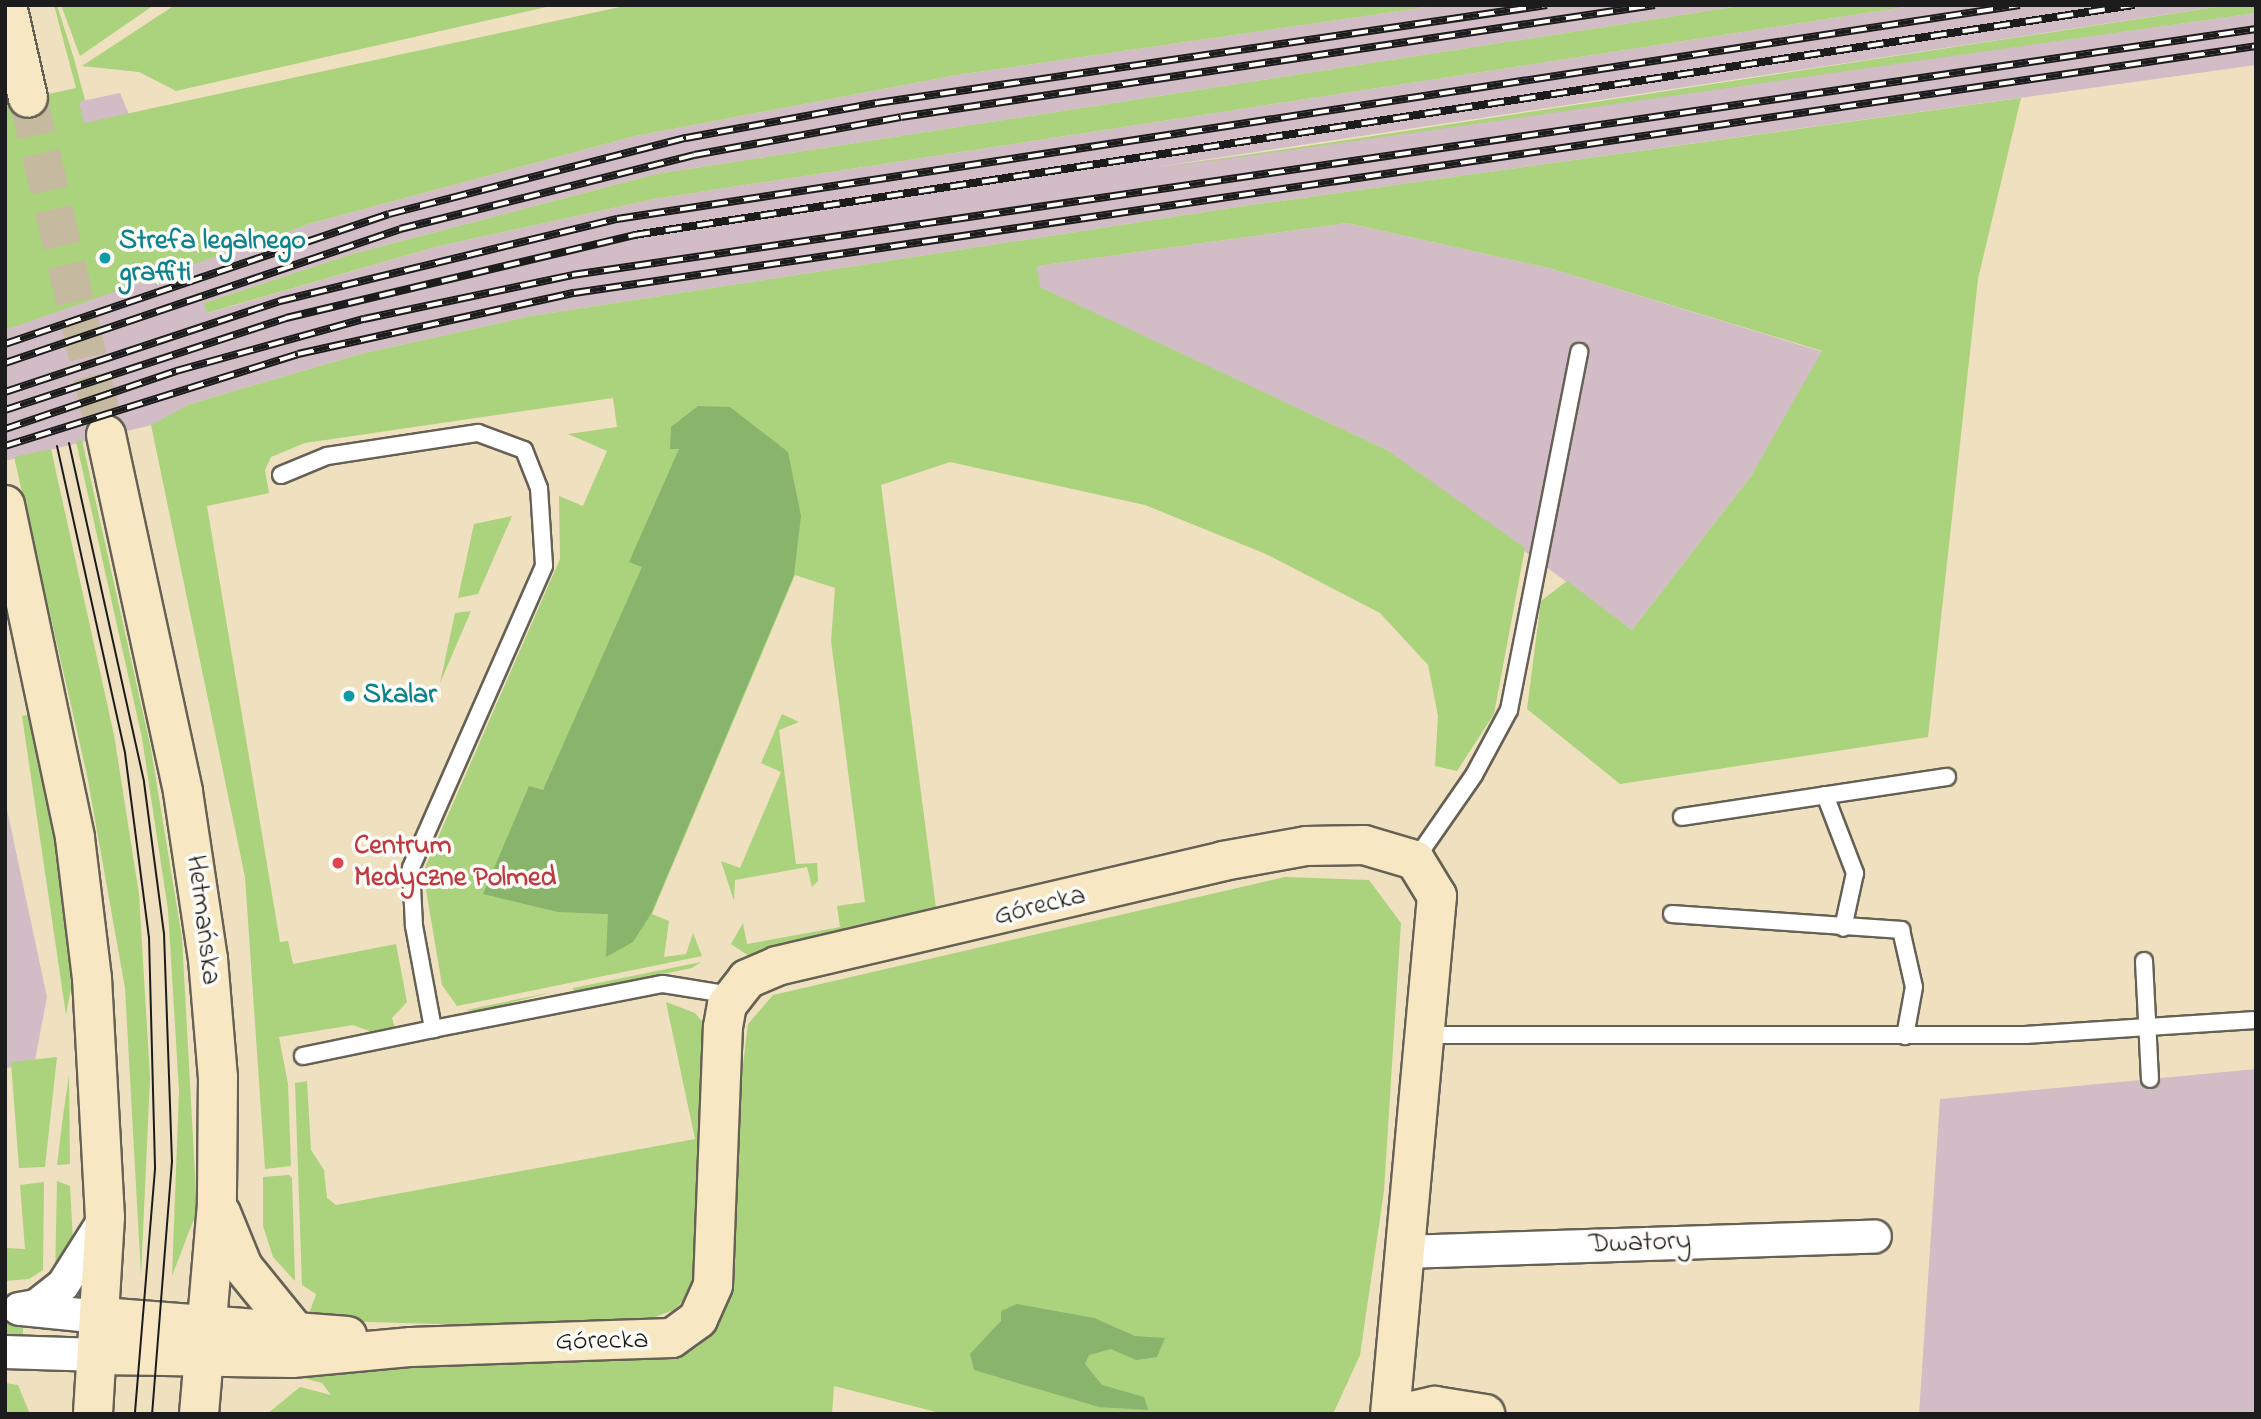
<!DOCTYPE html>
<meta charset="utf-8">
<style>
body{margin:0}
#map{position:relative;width:2261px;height:1419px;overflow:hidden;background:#efe0c0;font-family:"Indie Flower",sans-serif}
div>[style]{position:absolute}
.industrial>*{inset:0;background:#d2bdc7}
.green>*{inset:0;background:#abd27c}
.forest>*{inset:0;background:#88b46c}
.secondary-tunnel>*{height:38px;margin-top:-19px;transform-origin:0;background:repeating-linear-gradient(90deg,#c5b99f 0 38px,transparent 0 57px)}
.roads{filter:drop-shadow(2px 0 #666155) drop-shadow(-2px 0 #666155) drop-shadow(0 2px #666155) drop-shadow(0 -2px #666155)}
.lane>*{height:16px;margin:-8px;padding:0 8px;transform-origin:8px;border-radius:8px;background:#fff}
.street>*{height:32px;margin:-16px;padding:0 16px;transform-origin:16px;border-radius:16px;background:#fff}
.secondary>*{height:38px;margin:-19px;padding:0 19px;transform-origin:19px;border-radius:19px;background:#f8e7c3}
.tram>*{height:2px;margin:-1px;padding:0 1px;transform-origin:1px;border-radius:1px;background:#1c1c1c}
.rail>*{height:8px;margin-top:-4px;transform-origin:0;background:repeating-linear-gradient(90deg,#fdfcf7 0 16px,#1c1c1c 0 32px);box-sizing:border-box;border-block:2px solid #1c1c1c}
.dots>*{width:19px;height:19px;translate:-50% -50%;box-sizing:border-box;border:4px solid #fdfcf7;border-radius:50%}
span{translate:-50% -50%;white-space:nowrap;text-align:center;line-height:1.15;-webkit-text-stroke:7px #fdfcf7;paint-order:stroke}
.culture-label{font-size:28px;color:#0d838f;font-weight:700}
.left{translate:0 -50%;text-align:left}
.health-label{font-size:28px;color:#be3a42;font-weight:700}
.street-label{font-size:28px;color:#1c1c1c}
.frame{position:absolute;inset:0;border:7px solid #1c1c1c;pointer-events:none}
</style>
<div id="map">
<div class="industrial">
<i style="clip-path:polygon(1441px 5px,1746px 5px,656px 174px,352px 254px,204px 303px,208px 313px,435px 247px,654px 199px,1918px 5px,2229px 5px,1150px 168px,2256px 13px,2256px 65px,1244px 206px,531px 316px,360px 354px,190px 404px,160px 423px,5px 461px,5px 117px,120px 93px,191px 264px,312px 223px,635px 136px,957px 75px)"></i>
<i style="clip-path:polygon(1347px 223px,1549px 268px,1823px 352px,1751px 476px,1632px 630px,1387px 450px,1039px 287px,1037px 266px)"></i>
<i style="clip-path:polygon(5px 800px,47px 997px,34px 1066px,5px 1068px)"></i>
<i style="clip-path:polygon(2256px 1069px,2256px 1414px,1919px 1414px,1940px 1099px)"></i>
</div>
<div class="green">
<i style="clip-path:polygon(54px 5px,57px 5px,74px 59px,85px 100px,79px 102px,84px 123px,629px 5px,1441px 5px,957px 75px,635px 136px,312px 223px,5px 330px,5px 98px,7px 103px,76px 88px)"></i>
<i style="clip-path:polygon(61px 5px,154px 5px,80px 56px)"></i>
<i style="clip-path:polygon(175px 5px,555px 5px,176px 91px,139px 72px,82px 66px)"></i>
<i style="clip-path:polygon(1746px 5px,1918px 5px,654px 199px,435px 247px,207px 313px,204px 303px,352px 254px,656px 174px)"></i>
<i style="clip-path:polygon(2229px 5px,2256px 5px,2256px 13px,1150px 170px)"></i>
<i style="clip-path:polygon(2021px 98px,1978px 279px,1928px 737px,1620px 784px,1527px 709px,1541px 601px,1567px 581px,1632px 630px,1751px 476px,1822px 351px,1549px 268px,1347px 223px,1037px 266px,1040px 287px,1387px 450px,1525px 548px,1494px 714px,1457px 771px,1435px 766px,1438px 716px,1428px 665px,1380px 613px,1266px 554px,1145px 505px,950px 462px,881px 485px,936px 908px,929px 922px,749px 956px,731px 944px,743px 923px,747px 944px,840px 927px,837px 906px,865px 902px,831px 641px,835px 588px,795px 575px,652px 914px,669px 921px,664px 957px,686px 954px,693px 933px,702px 956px,457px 1006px,442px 985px,423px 872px,560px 559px,559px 496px,583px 506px,607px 451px,568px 434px,617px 427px,613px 398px,305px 443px,271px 457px,265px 470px,269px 493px,207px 506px,280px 942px,288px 941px,293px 964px,396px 944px,407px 1002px,392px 1018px,395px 1028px,372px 1032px,353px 1025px,279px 1037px,288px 1084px,291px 1166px,265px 1169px,245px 877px,151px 425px,190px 404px,360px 354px,531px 316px,1244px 206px)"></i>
<i style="clip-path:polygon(82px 440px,151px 749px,182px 938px,197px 1211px,172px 1276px,179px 1091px,168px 910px,142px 738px,76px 441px)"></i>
<i style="clip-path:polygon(51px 449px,114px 735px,139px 894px,150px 1078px,141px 1276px,125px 988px,87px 775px,14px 457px)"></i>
<i style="clip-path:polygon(512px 516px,478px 594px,458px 598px,474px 524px)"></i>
<i style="clip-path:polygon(471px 611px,440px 683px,455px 613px)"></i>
<i style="clip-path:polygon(32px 714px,65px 902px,71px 988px,66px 1015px,22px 716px)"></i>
<i style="clip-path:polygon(782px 714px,799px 722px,779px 730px,796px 864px,817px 863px,818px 881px,812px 887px,807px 867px,735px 880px,734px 901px,721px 861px,740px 868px,781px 772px,761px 763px)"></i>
<i style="clip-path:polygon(1285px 877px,1369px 880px,1401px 923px,1384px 1191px,1360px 1355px,1333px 1414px,944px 1414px,834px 1386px,832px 1414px,267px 1414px,300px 1387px,331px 1395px,322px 1383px,303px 1378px,303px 1368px,656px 1359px,689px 1352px,699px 1346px,735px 1271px,737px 1114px,748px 1024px,773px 995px)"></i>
<i style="clip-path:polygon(701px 962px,692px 968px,574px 992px,573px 988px)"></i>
<i style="clip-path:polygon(553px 992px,479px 1011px,466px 1010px)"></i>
<i style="clip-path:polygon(666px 1002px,695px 1013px,704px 1024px,702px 1268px,693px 1291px,674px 1310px,621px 1329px,334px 1321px,309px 1314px,316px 1294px,302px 1285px,295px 1083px,307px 1081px,311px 1150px,324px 1170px,327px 1198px,336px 1205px,695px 1139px)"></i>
<i style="clip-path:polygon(57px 1057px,45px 1167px,19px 1168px,11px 1062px)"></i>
<i style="clip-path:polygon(69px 1075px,70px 1164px,57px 1165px,63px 1116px)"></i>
<i style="clip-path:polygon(289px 1175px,292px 1178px,295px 1281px,273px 1257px,263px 1226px,263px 1177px)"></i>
<i style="clip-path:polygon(57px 1181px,70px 1186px,73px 1240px,55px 1277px)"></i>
<i style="clip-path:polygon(44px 1182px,43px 1270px,29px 1279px,5px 1281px,5px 1248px,25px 1249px,20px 1185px)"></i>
<i style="clip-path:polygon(5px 1324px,23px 1325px,23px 1336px,5px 1336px)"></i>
<i style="clip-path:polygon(5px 1383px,18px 1385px,30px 1414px,5px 1414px)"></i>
</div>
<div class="forest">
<i style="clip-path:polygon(698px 406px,730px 407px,788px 452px,801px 516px,794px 575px,651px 914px,633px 942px,606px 957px,608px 914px,558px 912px,483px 894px,529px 786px,543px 790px,642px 567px,629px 562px,679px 449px,670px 449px,671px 427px)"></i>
<i style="clip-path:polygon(1017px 1304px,1094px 1318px,1135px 1336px,1165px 1338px,1157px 1357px,1136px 1360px,1111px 1349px,1089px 1355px,1085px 1364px,1102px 1385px,1144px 1397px,1148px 1410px,1099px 1407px,974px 1370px,970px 1354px,1001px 1321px,1001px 1311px)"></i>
</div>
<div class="secondary-tunnel">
<i style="left:28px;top:98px;width:346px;rotate:77deg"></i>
</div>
<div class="roads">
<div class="lane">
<i style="left:281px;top:475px;width:50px;rotate:-22.4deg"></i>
<i style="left:327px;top:456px;width:153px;rotate:-8.7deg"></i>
<i style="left:478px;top:433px;width:49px;rotate:20.3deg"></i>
<i style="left:524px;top:450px;width:41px;rotate:68.5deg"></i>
<i style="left:539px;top:488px;width:78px;rotate:86.3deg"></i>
<i style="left:544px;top:566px;width:330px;rotate:113.8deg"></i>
<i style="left:411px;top:868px;width:58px;rotate:87deg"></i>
<i style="left:414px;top:926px;width:105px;rotate:79.5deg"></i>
<i style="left:433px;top:1029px;width:234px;rotate:-11.1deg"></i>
<i style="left:663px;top:984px;width:70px;rotate:9.1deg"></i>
<i style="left:1825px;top:795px;width:84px;rotate:69deg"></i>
<i style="left:1855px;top:873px;width:56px;rotate:102.3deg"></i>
<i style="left:1682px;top:817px;width:268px;rotate:-8.6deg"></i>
<i style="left:1415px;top:860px;width:103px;rotate:-55.2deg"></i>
<i style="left:1474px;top:775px;width:74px;rotate:-61.7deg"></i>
<i style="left:1509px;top:710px;width:365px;rotate:-78.9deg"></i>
<i style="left:1672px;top:914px;width:230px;rotate:4deg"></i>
<i style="left:1901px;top:930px;width:58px;rotate:77.2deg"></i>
<i style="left:1914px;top:987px;width:50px;rotate:100.4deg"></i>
<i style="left:2144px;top:961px;width:118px;rotate:87.1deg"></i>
<i style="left:1425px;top:1035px;width:600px"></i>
<i style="left:2025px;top:1035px;width:231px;rotate:-3.7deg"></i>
<i style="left:303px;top:1056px;width:133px;rotate:-11.7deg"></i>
</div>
<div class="street">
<i style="left:1405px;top:1252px;width:470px;rotate:-1.9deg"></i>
<i style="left:19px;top:1309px;width:17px;rotate:-10deg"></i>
<i style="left:36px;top:1306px;width:34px;rotate:-38deg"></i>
<i style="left:63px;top:1285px;width:75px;rotate:-57.6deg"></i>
<i style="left:22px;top:1309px;width:79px;rotate:5.8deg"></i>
<i style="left:5px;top:1352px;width:94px;rotate:1.8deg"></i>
</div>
<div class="secondary">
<i style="left:7px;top:5px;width:95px;rotate:77.3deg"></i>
<i style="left:106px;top:435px;width:365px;rotate:77.8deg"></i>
<i style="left:183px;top:792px;width:169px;rotate:81.5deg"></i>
<i style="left:208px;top:959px;width:118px;rotate:85.2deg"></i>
<i style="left:218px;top:1077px;width:127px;rotate:90.5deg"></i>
<i style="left:217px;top:1204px;width:211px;rotate:94.9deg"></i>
<i style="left:5px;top:505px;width:340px;rotate:78.1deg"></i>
<i style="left:75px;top:838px;width:141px;rotate:83.1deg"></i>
<i style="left:92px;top:978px;width:239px;rotate:86.9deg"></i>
<i style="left:105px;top:1217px;width:197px;rotate:93.5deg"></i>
<i style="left:221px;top:1213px;width:58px;rotate:67.8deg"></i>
<i style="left:243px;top:1267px;width:82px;rotate:50.9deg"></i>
<i style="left:101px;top:1317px;width:247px;rotate:4.4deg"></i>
<i style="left:99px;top:1355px;width:193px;rotate:0.9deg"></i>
<i style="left:292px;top:1358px;width:120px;rotate:-5.3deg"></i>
<i style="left:411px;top:1347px;width:261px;rotate:-2deg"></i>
<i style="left:672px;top:1338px;width:32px;rotate:-36deg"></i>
<i style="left:698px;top:1319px;width:37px;rotate:-66deg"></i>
<i style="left:713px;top:1285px;width:258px;rotate:-87.8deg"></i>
<i style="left:723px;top:1027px;width:22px;rotate:-80deg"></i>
<i style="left:727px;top:1005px;width:33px;rotate:-52deg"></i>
<i style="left:747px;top:979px;width:33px;rotate:-23deg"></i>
<i style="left:777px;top:966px;width:458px;rotate:-13.2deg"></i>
<i style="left:1223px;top:861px;width:84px;rotate:-10.2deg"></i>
<i style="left:1306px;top:846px;width:58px;rotate:-1deg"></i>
<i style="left:1364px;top:845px;width:53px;rotate:16.4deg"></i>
<i style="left:1415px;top:860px;width:42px;rotate:58.6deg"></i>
<i style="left:1437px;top:896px;width:520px;rotate:95.18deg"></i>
<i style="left:1399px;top:1414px;width:37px;rotate:-13deg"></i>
<i style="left:1435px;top:1406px;width:51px;rotate:9.1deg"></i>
</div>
</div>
<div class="tram">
<i style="left:69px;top:443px;width:347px;rotate:77.5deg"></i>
<i style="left:144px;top:782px;width:152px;rotate:82.5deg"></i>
<i style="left:164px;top:933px;width:228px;rotate:88deg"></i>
<i style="left:172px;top:1161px;width:254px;rotate:94.5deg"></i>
<i style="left:57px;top:446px;width:314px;rotate:77.5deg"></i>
<i style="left:125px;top:753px;width:186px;rotate:82.6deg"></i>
<i style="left:149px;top:937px;width:232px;rotate:88.5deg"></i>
<i style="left:155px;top:1169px;width:246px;rotate:94.7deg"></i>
</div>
<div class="rail">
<i style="left:5px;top:344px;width:405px;rotate:-18.7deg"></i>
<i style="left:389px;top:214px;width:307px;rotate:-14.4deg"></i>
<i style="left:686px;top:138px;width:194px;rotate:-10.4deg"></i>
<i style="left:877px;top:103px;width:677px;rotate:-8.32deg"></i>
<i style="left:5px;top:363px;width:417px;rotate:-18.7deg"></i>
<i style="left:400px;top:229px;width:303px;rotate:-14.1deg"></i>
<i style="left:694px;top:155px;width:210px;rotate:-10.4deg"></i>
<i style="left:901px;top:117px;width:762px;rotate:-8.45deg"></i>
<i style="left:5px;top:392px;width:290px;rotate:-18.3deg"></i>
<i style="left:280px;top:301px;width:347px;rotate:-13.7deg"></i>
<i style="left:617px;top:219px;width:1419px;rotate:-8.67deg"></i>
<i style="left:5px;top:410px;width:296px;rotate:-18.1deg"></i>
<i style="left:286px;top:318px;width:358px;rotate:-13.4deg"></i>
<i style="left:634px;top:235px;width:1518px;rotate:-8.72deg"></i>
<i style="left:5px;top:429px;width:181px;rotate:-18.7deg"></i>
<i style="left:176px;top:371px;width:195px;rotate:-15.5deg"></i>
<i style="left:364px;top:319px;width:213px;rotate:-11.9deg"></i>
<i style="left:572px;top:275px;width:1702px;rotate:-8.31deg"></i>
<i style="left:5px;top:446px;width:307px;rotate:-17.4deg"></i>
<i style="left:298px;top:354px;width:283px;rotate:-12.5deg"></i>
<i style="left:574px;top:293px;width:1700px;rotate:-8.35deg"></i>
</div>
<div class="dots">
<i style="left:105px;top:258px;background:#0f9aa8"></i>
<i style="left:349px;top:696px;background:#0f9aa8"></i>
<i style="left:338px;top:863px;background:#e0444e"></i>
</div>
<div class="culture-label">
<span class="left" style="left:119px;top:258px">Strefa legalnego<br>graffiti</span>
<span class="left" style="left:363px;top:696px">Skalar</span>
</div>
<div class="health-label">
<span class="left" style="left:354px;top:863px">Centrum<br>Medyczne Polmed</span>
</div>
<div class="street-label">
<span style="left:1040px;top:907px;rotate:-14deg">Górecka</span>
<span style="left:202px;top:920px;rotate:83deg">Hetmańska</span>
<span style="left:1640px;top:1244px;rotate:-2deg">Dwatory</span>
<span style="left:602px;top:1342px;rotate:-1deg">Górecka</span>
</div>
<div class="frame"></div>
</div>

______

* _EXERCISE AIM_: Once the lines containing "lane" in the data above are counted, give the total by itself.

* _ANSWER FOR THIS EXERCISE_: 2